Selasa, 19 Juli 2011

Patologi Birokrasi

1. Pengertian dan Jenis-Jenis Patologi Birokrasi

1. A. Pengertian
Patologi birokrasi adalah penyakit dalam birokrasi Negara yang muncul akibat perilaku para birokrat dan kondisi yang membuka kesempatan untuk itu, baik yang menyangkut politis, ekonomis, social cultural dan teknologikal.[1]
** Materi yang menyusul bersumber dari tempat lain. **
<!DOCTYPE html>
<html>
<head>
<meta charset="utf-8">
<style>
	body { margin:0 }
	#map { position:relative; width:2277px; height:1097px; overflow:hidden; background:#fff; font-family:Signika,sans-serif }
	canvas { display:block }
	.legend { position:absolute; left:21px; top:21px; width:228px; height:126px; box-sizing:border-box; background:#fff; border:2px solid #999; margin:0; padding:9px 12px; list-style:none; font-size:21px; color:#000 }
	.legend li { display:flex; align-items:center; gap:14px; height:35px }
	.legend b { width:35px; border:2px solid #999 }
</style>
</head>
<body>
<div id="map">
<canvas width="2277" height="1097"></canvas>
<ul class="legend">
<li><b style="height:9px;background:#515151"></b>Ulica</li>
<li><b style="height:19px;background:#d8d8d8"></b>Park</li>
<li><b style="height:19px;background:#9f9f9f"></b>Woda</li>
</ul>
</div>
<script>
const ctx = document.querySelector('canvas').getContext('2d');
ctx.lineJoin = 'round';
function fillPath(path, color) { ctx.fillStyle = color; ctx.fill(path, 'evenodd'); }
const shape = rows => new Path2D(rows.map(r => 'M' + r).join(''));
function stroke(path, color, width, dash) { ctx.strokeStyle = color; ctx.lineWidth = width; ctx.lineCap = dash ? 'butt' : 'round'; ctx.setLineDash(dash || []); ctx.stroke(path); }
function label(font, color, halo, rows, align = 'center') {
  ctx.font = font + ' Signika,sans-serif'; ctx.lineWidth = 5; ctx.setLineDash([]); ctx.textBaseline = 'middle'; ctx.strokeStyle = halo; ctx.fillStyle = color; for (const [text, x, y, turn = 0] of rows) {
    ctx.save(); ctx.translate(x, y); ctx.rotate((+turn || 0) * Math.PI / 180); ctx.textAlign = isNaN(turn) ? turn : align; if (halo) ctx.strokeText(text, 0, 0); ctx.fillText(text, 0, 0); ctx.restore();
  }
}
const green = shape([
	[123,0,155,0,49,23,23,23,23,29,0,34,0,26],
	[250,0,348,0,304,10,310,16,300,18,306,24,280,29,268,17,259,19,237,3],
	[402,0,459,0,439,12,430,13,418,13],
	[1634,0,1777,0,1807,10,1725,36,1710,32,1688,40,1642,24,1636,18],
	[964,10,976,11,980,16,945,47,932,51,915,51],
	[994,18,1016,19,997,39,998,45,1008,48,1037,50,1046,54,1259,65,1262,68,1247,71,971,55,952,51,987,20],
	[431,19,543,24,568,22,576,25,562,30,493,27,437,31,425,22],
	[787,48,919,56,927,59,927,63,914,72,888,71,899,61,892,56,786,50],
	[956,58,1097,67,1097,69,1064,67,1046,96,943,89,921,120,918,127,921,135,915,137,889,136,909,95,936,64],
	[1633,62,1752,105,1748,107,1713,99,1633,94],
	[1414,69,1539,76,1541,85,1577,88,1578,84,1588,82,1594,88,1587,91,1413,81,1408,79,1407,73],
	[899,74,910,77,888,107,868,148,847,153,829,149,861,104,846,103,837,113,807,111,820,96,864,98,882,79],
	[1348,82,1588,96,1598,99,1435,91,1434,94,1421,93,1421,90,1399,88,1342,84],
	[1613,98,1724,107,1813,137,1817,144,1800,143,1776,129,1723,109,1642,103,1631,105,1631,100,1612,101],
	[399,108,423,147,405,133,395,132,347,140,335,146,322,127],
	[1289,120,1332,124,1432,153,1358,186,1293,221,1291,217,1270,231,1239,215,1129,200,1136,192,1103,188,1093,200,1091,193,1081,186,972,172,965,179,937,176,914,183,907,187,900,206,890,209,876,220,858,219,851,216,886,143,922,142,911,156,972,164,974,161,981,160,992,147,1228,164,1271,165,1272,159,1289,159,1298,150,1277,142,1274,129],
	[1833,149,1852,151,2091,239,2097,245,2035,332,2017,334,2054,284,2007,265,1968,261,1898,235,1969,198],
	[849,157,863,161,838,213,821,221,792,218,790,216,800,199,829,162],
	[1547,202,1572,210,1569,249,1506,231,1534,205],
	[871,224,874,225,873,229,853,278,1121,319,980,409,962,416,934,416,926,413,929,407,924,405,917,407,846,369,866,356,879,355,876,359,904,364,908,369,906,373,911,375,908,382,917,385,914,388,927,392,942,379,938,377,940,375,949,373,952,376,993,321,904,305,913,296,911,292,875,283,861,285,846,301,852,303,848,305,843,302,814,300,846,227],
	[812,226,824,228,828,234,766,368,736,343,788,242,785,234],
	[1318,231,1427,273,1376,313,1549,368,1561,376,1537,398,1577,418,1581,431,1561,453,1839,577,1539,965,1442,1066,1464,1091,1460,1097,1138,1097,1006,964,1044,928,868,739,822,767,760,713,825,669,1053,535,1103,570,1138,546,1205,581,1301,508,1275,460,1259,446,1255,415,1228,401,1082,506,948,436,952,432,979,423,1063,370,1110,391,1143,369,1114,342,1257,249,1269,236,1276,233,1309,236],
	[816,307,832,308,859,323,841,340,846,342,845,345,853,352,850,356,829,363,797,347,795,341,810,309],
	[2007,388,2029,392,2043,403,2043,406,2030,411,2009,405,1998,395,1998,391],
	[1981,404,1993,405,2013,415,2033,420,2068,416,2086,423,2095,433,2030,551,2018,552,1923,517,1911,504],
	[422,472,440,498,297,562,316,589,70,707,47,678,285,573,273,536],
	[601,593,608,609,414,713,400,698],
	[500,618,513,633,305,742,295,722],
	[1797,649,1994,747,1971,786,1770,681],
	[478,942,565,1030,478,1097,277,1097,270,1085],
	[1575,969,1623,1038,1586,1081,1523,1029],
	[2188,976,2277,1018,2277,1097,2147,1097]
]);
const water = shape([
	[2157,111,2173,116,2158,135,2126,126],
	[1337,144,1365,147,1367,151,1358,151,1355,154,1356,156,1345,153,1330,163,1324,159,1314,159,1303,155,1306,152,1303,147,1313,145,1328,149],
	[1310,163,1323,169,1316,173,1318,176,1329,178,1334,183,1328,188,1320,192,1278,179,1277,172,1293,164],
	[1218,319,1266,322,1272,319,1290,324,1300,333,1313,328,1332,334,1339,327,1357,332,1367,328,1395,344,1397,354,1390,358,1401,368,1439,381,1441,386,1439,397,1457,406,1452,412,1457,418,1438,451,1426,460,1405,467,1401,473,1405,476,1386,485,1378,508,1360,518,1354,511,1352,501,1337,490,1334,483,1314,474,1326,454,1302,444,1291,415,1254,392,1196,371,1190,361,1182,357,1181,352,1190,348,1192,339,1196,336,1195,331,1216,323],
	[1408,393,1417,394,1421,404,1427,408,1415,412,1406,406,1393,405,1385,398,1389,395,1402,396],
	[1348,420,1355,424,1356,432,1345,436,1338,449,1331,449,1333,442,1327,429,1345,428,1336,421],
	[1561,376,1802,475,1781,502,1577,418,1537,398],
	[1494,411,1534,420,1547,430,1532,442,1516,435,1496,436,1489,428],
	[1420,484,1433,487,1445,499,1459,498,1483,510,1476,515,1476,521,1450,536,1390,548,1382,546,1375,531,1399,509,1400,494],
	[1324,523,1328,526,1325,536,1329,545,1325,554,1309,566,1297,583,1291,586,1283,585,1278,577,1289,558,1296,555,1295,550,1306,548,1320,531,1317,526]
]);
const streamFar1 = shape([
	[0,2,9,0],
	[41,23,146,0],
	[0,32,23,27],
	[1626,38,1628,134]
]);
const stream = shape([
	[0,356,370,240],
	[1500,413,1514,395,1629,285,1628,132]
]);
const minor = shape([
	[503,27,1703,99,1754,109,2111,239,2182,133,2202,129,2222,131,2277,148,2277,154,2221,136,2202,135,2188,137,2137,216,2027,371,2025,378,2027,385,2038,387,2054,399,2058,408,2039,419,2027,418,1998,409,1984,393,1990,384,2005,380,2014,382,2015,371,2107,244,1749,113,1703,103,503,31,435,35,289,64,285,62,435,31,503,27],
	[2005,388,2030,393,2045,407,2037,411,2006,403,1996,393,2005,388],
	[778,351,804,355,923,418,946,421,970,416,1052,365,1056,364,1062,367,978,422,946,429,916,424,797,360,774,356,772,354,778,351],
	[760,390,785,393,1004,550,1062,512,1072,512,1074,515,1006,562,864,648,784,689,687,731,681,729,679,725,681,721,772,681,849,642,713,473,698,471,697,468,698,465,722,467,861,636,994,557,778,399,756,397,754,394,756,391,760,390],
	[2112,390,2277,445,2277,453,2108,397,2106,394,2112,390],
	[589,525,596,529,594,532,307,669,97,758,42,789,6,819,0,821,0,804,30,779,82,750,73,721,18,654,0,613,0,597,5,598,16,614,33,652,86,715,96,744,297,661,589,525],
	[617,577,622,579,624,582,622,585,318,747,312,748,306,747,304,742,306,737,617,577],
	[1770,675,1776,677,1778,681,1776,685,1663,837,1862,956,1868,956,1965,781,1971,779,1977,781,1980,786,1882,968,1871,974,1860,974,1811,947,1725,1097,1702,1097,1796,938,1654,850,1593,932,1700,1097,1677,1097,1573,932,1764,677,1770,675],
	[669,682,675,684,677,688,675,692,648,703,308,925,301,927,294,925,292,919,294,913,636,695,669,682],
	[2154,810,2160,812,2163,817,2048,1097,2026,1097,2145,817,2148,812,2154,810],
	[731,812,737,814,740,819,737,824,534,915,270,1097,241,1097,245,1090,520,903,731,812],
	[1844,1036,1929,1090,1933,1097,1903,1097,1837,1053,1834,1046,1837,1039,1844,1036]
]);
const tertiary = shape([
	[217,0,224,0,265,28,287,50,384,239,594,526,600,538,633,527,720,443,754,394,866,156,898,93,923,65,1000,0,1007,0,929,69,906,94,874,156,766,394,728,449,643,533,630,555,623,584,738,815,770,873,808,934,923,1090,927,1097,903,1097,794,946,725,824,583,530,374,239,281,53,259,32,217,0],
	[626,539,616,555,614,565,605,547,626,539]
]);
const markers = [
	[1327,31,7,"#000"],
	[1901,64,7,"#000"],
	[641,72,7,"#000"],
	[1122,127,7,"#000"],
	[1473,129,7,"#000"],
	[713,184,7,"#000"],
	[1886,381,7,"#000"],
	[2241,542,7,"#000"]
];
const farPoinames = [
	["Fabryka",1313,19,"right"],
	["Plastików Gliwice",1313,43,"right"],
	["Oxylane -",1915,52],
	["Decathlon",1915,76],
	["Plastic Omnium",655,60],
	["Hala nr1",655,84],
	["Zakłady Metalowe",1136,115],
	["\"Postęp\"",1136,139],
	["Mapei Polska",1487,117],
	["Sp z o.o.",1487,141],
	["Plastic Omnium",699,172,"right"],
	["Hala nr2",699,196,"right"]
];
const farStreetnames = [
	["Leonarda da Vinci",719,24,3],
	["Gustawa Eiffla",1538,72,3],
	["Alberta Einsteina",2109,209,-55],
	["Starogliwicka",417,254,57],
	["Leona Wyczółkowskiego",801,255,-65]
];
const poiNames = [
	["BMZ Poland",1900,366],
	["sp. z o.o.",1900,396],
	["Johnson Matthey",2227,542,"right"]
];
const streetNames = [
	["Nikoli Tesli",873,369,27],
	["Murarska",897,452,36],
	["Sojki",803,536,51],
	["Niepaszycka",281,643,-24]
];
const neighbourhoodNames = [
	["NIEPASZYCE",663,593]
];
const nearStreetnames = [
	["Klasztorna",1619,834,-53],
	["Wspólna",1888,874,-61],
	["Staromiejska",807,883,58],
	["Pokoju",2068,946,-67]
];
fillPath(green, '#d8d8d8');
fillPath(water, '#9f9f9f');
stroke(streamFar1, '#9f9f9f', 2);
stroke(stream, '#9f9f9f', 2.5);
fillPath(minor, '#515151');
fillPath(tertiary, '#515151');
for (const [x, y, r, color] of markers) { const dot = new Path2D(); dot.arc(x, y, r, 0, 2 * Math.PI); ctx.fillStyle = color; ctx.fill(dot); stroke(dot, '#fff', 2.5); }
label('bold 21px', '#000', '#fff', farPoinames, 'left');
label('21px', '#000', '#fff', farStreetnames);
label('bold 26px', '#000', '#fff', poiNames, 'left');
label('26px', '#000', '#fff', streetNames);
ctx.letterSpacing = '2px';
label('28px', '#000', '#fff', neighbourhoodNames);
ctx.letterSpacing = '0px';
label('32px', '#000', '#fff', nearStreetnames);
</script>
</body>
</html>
1. B. Jenis-Jenis Patologi Birokrasi
Terdapat lima jenis patologi birokarasi yang dikenal, yaitu[2]:
  1. Patologi yang timbul karena persepsi dan gaya manajerial para birokrat. Diantara patologi jenis ini antara lain, penyalahgunaan wewenag dan jabatan, menerima suap, arogansi dan intimidasi, kredibilitas rendah, dan nepotisme.
  2. Patologi yang disebabkan karena kurangnya pengetahuan dan keterampilan para petugas pelaksana birokrasi. Diantara patologi jenis ini antara lain, ketidaktelitian dan ketidakcekatan, ketidakmampuan menjabarkan kebijakan pimpinan, rasa puas diri, bertindak tanpa pikir, kemampuan rendah, tidak produktif, dan kebingungan.
  3. Patologi yang timbul karena tindakan para birokrat yang melanggar norma hokum dan peraturan perundang-undangan. Diantara patologi jenis ini antara lain, menerima suap, korupsi, ketidakjujuran, kleptokrasi, dan mark up anggaran.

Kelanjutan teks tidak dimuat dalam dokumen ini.